In [1]:
import numpy as np
import pandas as pd

In [29]:
class env:
    def __init__(self):
        self.nS = 3
        self.nA = 3
        self.reward = np.matrix([[1,0,0],[0.5,0,0.5],[0.5,0.5,0]])
        self.P = {0: np.matrix([[0.8,0.1,0.1],[0.5,0,0.5],[0.2,0.4,0.4]]), 1: np.matrix([[0.3,0.3,0.4],[0.2,0.1,0.7],[0.4,0.4,0.2]]), 2: np.matrix([[0.1,0.5,0.4],[0.3,0.5,0.2],[0,0.1,0.9]])}
        
    

In [63]:
def policy_eval(policy, env, discount_factor=0.5, theta=0.00001):
    """
    Evaluate a policy given an environment and a full description of the environment's dynamics.
    
    Args:
        policy: [S, A] shaped matrix representing the policy.
        env: 
            env.P[s] is a matrix of with (i,j) represent P(j|s,i).
            env.nS is a number of states in the environment. 
            env.nA is a number of actions in the environment.
        theta: We stop evaluation once our value function change is less than theta for all states.
        discount_factor: Gamma discount factor.
    
    Returns:
        Vector of length env.nS representing the value function.
    """
    V = np.zeros(env.nS)
    while True:
        delta = 0
        for s in range(env.nS):
            v = 0
            for a, action_prob in enumerate(policy[s]):
                for j in range(env.nS):
                    v += action_prob * env.P[s][a,j] * (env.reward[s,a] + discount_factor * V[j])
            # How much our value function changed (across any states)
            delta = max(delta, np.abs(v - V[s]))
            V[s] = v
        # Stop evaluating once our value function change is below a threshold
        if delta < theta:
            break
    return np.array(V)

In [74]:
#Apply policy evaluation
env1 = env()
policy1 = np.array([[1,0,0],[1,0,0],[0,1,0]])
policy2 = np.array([[0.5,0,0.5],[0,0.5,0.5],[0,0.5,0.5]])
policy3 = np.array([[1,0,0],[1,0,0],[1,0,0]])
V1 = policy_eval(policy1, env1)
V2 = policy_eval(policy2, env1)
V3 = policy_eval(policy3, env1)

In [88]:
def policy_improvement(env, policy_eval_fn=policy_eval, discount_factor=0.5):
    """
    Policy Improvement Algorithm.
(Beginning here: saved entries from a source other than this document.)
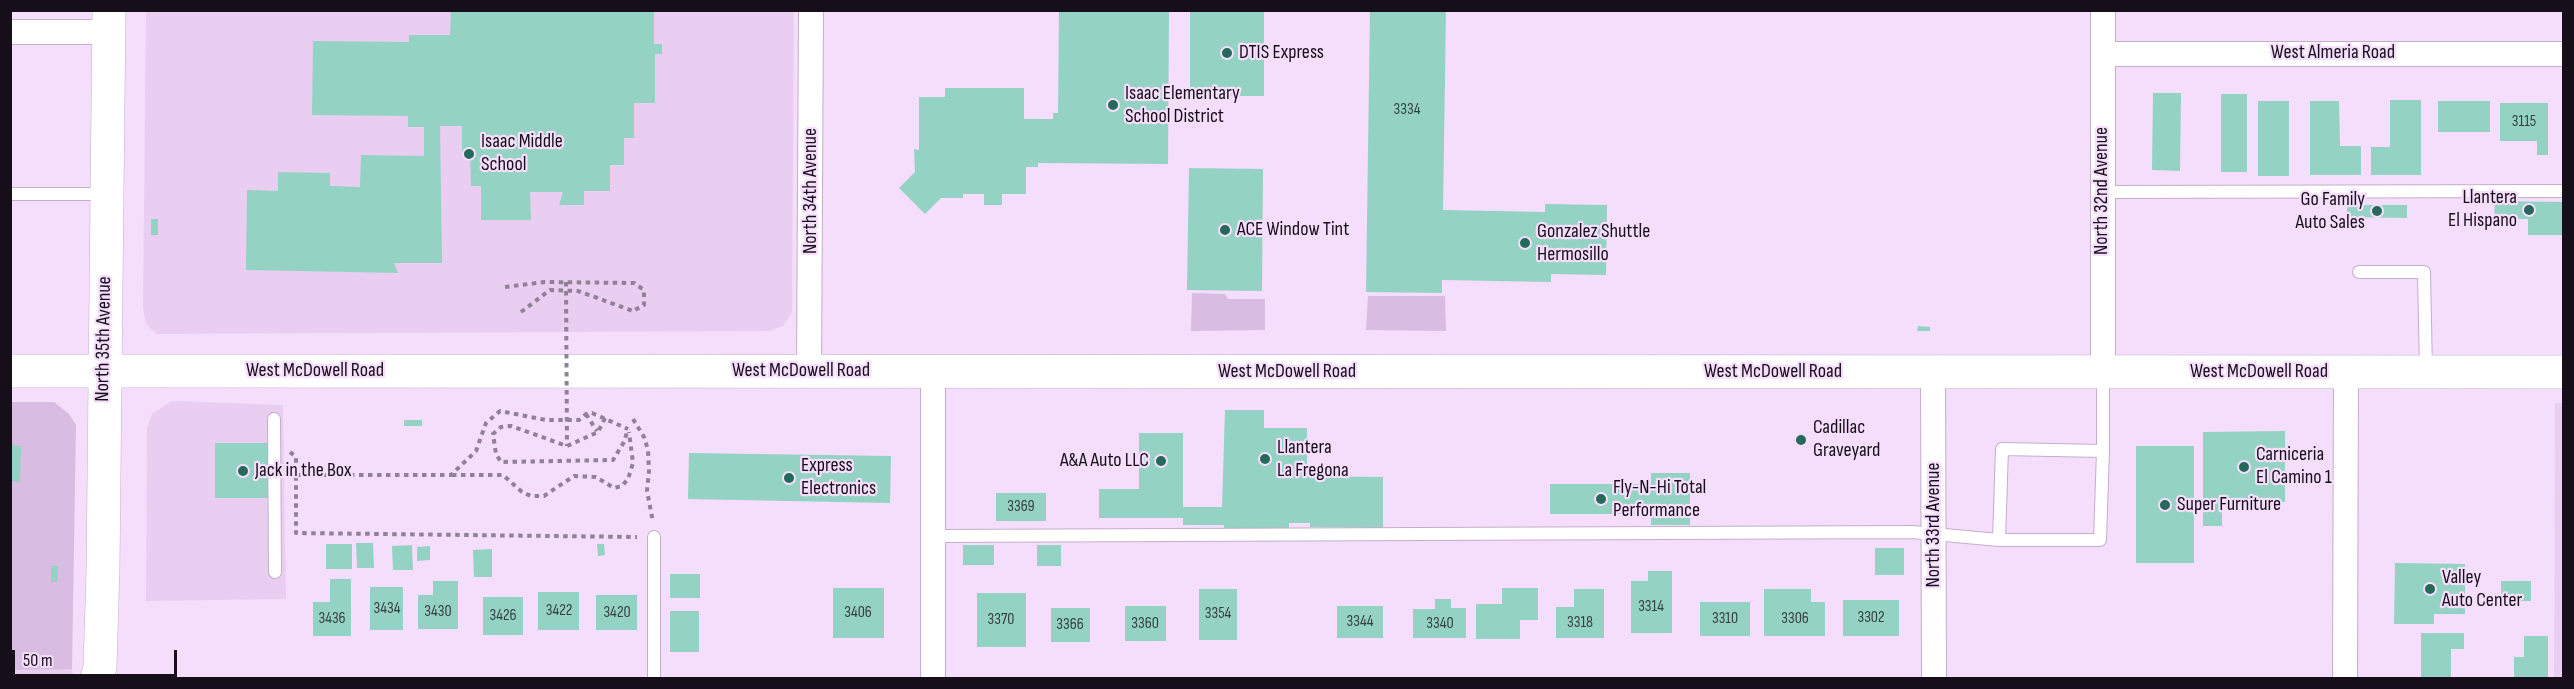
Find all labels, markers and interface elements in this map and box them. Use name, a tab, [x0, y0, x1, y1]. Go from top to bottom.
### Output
place label: DTIS Express	[1239, 41, 1324, 65]
street label: West Almeria Road	[2271, 41, 2395, 65]
marker: DTIS Express	[1220, 46, 1234, 60]
place label: Isaac Elementary School District	[1125, 82, 1240, 129]
marker: Isaac Elementary School District	[1106, 98, 1120, 112]
house number: 3334	[1394, 100, 1420, 120]
house number: 3115	[2512, 112, 2536, 132]
street label: North 32nd Avenue	[2090, 127, 2114, 255]
street label: North 34th Avenue	[799, 128, 823, 254]
place label: Isaac Middle School	[481, 130, 563, 177]
marker: Isaac Middle School	[462, 147, 476, 161]
place label: Llantera El Hispano	[2448, 186, 2517, 233]
place label: Go Family Auto Sales	[2295, 188, 2365, 235]
marker: Llantera El Hispano	[2522, 203, 2536, 217]
marker: Go Family Auto Sales	[2370, 204, 2384, 218]
place label: ACE Window Tint	[1237, 218, 1349, 242]
place label: Gonzalez Shuttle Hermosillo	[1537, 220, 1650, 267]
marker: ACE Window Tint	[1218, 223, 1232, 237]
marker: Gonzalez Shuttle Hermosillo	[1518, 236, 1532, 250]
street label: North 35th Avenue	[91, 276, 117, 402]
street label: West McDowell Road	[246, 359, 384, 383]
street label: West McDowell Road	[732, 359, 870, 383]
street label: West McDowell Road	[1218, 360, 1356, 384]
street label: West McDowell Road	[1704, 360, 1842, 384]
street label: West McDowell Road	[2190, 360, 2328, 384]
place label: Cadillac Graveyard	[1813, 416, 1880, 463]
marker: Cadillac Graveyard	[1794, 433, 1808, 447]
place label: Llantera La Fregona	[1277, 436, 1349, 483]
place label: Carniceria El Camino 1	[2256, 443, 2332, 490]
place label: A&A Auto LLC	[1060, 449, 1149, 473]
marker: Llantera La Fregona	[1258, 452, 1272, 466]
place label: Express Electronics	[801, 454, 876, 501]
marker: A&A Auto LLC	[1154, 454, 1168, 468]
place label: Jack in the Box	[255, 459, 351, 483]
marker: Carniceria El Camino 1	[2237, 460, 2251, 474]
street label: North 33rd Avenue	[1922, 463, 1946, 587]
marker: Jack in the Box	[236, 464, 250, 478]
marker: Express Electronics	[782, 471, 796, 485]
place label: Fly-N-Hi Total Performance	[1613, 476, 1706, 523]
marker: Fly-N-Hi Total Performance	[1594, 492, 1608, 506]
place label: Super Furniture	[2177, 493, 2281, 517]
house number: 3369	[1007, 497, 1035, 517]
marker: Super Furniture	[2158, 498, 2172, 512]
place label: Valley Auto Center	[2442, 566, 2522, 613]
marker: Valley Auto Center	[2423, 582, 2437, 596]
house number: 3314	[1638, 597, 1664, 617]
house number: 3434	[374, 599, 400, 619]
house number: 3422	[546, 601, 572, 621]
house number: 3430	[424, 602, 452, 622]
house number: 3420	[603, 603, 631, 623]
house number: 3406	[844, 603, 872, 623]
house number: 3354	[1205, 604, 1231, 624]
house number: 3426	[489, 606, 517, 626]
house number: 3302	[1857, 608, 1885, 628]
house number: 3436	[318, 609, 346, 629]
house number: 3310	[1712, 609, 1738, 629]
house number: 3306	[1781, 609, 1809, 629]
house number: 3370	[988, 610, 1014, 630]
house number: 3344	[1347, 612, 1373, 632]
house number: 3318	[1567, 613, 1593, 633]
house number: 3360	[1131, 614, 1159, 634]
house number: 3340	[1426, 614, 1454, 634]
house number: 3366	[1056, 615, 1084, 635]
scale bar	[15, 638, 180, 676]
text: 50 m	[23, 650, 53, 671]

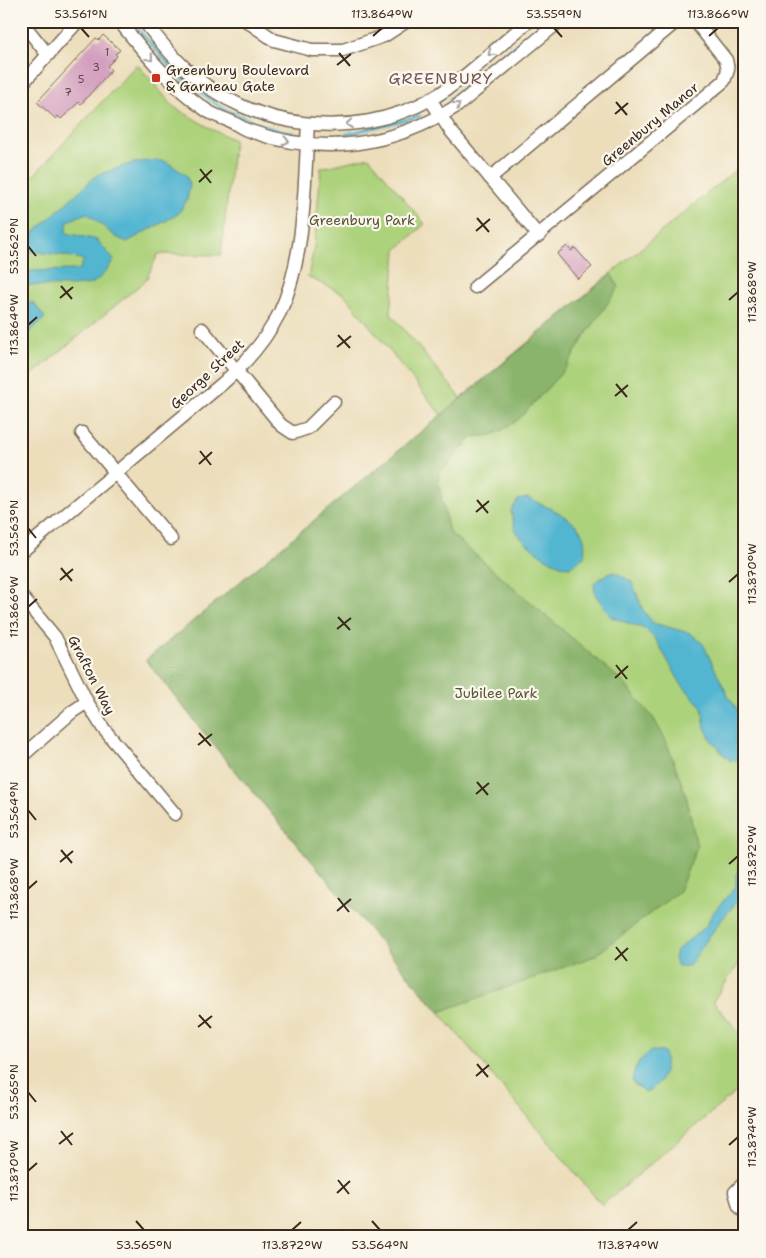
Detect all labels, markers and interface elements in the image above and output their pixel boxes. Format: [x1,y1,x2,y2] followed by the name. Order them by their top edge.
[55,6,107,22] text: 53.561°N
[351,6,413,22] text: 113.864°W
[526,6,582,22] text: 53.559°N
[687,6,749,22] text: 113.866°W
[105,45,109,60] house number: 1
[488,47,497,55] one-way arrow
[144,53,153,62] one-way arrow
[92,60,100,75] house number: 3
[166,61,309,95] place label: Greenbury Boulevard & Garneau Gate
[389,68,493,89] district label: GREENBURY
[78,72,85,87] house number: 5
[150,72,162,84] marker: Greenbury Boulevard & Garneau Gate
[598,78,703,170] street label: Greenbury Manor
[64,85,72,100] house number: 7
[451,103,460,111] one-way arrow
[344,118,352,129] one-way arrow
[282,135,290,145] one-way arrow
[309,211,415,229] park label: Greenbury Park
[6,218,22,274] text: 53.562°N
[744,261,760,323] text: 113.868°W
[6,294,22,356] text: 113.864°W
[166,335,248,413] street label: George Street
[6,500,22,556] text: 53.563°N
[744,543,760,605] text: 113.870°W
[6,576,22,638] text: 113.866°W
[64,632,120,718] street label: Grafton Way
[455,684,537,702] park label: Jubilee Park
[6,782,22,838] text: 53.564°N
[744,825,760,887] text: 113.872°W
[6,858,22,920] text: 113.868°W
[6,1064,22,1120] text: 53.565°N
[744,1106,760,1168] text: 113.874°W
[6,1140,22,1202] text: 113.870°W
[116,1237,172,1253] text: 53.565°N
[261,1237,323,1253] text: 113.872°W
[352,1237,408,1253] text: 53.564°N
[597,1237,659,1253] text: 113.874°W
Iteratively evaluates and improves a policy
    until an optimal policy is found.
    
    Args:
        env: The environment.
        policy_eval_fn: Policy Evaluation function that takes 3 arguments:
            policy, env, discount_factor.
        discount_factor: gamma discount factor.
        
    Returns:
        A tuple (policy, V). 
        policy is the optimal policy, a matrix of shape [S, A] where each state s
        contains a valid probability distribution over actions.
        V is the value function for the optimal policy.
        
    """

    def one_step_lookahead(state, V):
        A = np.zeros(env.nA)
        for a in range(env.nA):
            for j in range(env.nS):
                A[a] += env.P[state][a,j] * (env.reward[state, a] + discount_factor * V[j])
        return A
    
    policy = np.array([[0.5,0,0.5],[0,0.5,0.5],[0,0.5,0.5]])
    
    while True:
        V = policy_eval_fn(policy, env, discount_factor)
        policy_stable = True
        for s in range(env.nS):
            chosen_a = np.argmax(policy[s])
            action_values = one_step_lookahead(s, V)
            best_a = np.argmax(action_values)

            if chosen_a != best_a:
                policy_stable = False
            policy[s] = np.eye(env.nA)[best_a]
            
        if policy_stable:
            break
    return policy, V

In [89]:
#Apply policy iteration
op_policy, V = policy_improvement(env = env1, discount_factor = 0.5)